- _Input for this task_:
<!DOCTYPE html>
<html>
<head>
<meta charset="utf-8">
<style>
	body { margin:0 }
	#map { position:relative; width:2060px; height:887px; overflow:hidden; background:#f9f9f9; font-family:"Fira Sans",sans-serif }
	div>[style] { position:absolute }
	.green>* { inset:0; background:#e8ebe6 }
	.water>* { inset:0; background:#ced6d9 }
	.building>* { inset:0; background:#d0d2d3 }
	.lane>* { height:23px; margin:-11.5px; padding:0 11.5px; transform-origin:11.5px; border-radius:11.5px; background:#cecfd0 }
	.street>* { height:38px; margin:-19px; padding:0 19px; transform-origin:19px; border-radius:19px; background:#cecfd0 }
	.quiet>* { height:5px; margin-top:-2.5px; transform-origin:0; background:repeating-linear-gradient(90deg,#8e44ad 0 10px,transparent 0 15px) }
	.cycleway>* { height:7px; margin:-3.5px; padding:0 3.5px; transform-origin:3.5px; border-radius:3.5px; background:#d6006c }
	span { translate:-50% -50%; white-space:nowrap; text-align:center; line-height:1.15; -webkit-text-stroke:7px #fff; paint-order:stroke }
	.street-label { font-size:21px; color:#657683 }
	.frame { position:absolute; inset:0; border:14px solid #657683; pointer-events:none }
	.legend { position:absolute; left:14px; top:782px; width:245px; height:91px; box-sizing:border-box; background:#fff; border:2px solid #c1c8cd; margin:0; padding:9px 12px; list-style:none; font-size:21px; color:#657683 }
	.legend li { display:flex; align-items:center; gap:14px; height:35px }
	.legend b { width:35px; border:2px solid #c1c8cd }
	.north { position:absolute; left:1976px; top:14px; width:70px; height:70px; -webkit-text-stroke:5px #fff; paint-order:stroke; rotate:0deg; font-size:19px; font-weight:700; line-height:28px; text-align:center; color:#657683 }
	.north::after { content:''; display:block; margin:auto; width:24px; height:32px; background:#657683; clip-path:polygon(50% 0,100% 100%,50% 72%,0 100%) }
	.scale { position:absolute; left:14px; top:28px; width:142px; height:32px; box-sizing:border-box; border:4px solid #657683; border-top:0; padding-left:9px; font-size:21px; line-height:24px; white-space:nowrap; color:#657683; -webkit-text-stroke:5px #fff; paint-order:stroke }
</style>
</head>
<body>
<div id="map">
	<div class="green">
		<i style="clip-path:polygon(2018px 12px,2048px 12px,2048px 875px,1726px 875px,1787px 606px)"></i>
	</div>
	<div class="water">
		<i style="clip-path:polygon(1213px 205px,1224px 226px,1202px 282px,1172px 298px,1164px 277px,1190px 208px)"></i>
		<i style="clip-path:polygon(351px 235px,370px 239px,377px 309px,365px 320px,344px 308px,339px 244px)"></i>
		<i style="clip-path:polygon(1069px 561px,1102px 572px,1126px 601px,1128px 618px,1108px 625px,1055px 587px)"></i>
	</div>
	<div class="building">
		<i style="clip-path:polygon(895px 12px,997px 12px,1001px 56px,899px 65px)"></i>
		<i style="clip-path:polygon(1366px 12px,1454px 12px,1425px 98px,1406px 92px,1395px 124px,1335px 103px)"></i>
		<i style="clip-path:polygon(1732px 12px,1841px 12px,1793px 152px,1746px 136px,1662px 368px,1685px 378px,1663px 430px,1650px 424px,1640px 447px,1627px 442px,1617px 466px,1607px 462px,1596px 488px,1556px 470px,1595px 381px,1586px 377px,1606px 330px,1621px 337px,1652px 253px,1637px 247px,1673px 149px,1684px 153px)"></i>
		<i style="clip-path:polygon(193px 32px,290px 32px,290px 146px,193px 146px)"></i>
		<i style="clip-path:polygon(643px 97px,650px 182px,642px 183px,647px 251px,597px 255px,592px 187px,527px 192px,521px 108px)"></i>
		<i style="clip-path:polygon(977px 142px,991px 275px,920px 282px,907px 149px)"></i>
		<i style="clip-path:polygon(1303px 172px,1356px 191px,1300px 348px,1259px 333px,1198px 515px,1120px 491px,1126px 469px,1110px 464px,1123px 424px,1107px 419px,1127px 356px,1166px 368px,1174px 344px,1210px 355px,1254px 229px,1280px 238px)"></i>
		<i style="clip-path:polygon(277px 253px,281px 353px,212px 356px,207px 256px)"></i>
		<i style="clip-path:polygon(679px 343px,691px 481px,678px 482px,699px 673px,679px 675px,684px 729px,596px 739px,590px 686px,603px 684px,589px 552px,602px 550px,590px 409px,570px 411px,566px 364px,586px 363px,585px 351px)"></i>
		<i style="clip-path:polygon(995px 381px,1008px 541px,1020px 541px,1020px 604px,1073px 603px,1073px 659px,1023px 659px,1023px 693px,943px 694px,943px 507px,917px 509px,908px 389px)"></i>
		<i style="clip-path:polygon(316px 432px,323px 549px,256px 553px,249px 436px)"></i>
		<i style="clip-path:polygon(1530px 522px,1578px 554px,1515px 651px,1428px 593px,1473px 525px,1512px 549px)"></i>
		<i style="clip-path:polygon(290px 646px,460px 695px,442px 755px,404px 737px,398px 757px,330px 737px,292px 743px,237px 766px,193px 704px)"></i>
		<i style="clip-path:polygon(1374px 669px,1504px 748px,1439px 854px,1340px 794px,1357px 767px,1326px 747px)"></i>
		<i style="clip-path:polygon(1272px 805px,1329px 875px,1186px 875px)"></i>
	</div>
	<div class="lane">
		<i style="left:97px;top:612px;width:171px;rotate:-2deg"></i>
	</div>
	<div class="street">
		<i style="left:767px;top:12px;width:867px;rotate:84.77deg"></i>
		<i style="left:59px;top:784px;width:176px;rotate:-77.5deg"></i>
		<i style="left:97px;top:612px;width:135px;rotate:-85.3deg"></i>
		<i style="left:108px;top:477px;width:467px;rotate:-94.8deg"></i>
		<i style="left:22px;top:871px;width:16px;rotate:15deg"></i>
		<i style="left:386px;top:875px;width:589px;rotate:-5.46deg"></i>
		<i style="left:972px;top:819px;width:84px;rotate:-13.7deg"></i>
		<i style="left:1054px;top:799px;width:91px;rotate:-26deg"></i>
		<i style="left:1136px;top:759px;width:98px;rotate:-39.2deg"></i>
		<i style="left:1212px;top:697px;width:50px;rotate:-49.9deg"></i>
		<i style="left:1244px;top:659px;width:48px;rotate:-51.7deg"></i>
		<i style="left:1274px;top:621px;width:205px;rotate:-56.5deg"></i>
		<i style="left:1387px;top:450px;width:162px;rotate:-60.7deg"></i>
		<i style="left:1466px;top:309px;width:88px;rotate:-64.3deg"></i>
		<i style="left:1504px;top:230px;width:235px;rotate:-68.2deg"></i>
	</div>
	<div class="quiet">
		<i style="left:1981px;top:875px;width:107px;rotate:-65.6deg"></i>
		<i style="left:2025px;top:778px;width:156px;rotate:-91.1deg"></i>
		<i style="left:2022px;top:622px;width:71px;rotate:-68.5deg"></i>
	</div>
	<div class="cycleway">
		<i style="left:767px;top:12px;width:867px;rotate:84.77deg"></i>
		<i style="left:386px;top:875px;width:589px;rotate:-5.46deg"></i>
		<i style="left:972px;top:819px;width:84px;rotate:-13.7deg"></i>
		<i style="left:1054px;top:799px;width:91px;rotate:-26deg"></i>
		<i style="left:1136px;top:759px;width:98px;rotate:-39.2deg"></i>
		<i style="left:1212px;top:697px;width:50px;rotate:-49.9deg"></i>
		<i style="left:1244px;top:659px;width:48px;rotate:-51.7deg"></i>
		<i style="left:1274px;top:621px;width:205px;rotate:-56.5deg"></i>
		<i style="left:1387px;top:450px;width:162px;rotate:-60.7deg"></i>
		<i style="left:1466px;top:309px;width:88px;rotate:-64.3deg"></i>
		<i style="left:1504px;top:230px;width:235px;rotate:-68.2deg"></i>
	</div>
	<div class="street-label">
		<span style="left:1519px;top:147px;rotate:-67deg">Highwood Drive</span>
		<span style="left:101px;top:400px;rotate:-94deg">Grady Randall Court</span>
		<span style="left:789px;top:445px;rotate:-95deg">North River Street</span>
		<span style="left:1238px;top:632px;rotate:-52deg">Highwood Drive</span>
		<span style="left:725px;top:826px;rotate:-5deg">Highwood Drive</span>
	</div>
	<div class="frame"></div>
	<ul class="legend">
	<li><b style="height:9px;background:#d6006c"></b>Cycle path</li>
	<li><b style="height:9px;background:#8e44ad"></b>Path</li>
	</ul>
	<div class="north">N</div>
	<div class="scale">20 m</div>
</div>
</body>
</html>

- _Task directions_: Output exactly the lines of the material above from the one containing "height:38px; margin:-19px; padding:0" up to and including the one containing "translate:-50% -50%; white-space:nowrap;".

- _Exercise response_:
	.street>* { height:38px; margin:-19px; padding:0 19px; transform-origin:19px; border-radius:19px; background:#cecfd0 }
	.quiet>* { height:5px; margin-top:-2.5px; transform-origin:0; background:repeating-linear-gradient(90deg,#8e44ad 0 10px,transparent 0 15px) }
	.cycleway>* { height:7px; margin:-3.5px; padding:0 3.5px; transform-origin:3.5px; border-radius:3.5px; background:#d6006c }
	span { translate:-50% -50%; white-space:nowrap; text-align:center; line-height:1.15; -webkit-text-stroke:7px #fff; paint-order:stroke }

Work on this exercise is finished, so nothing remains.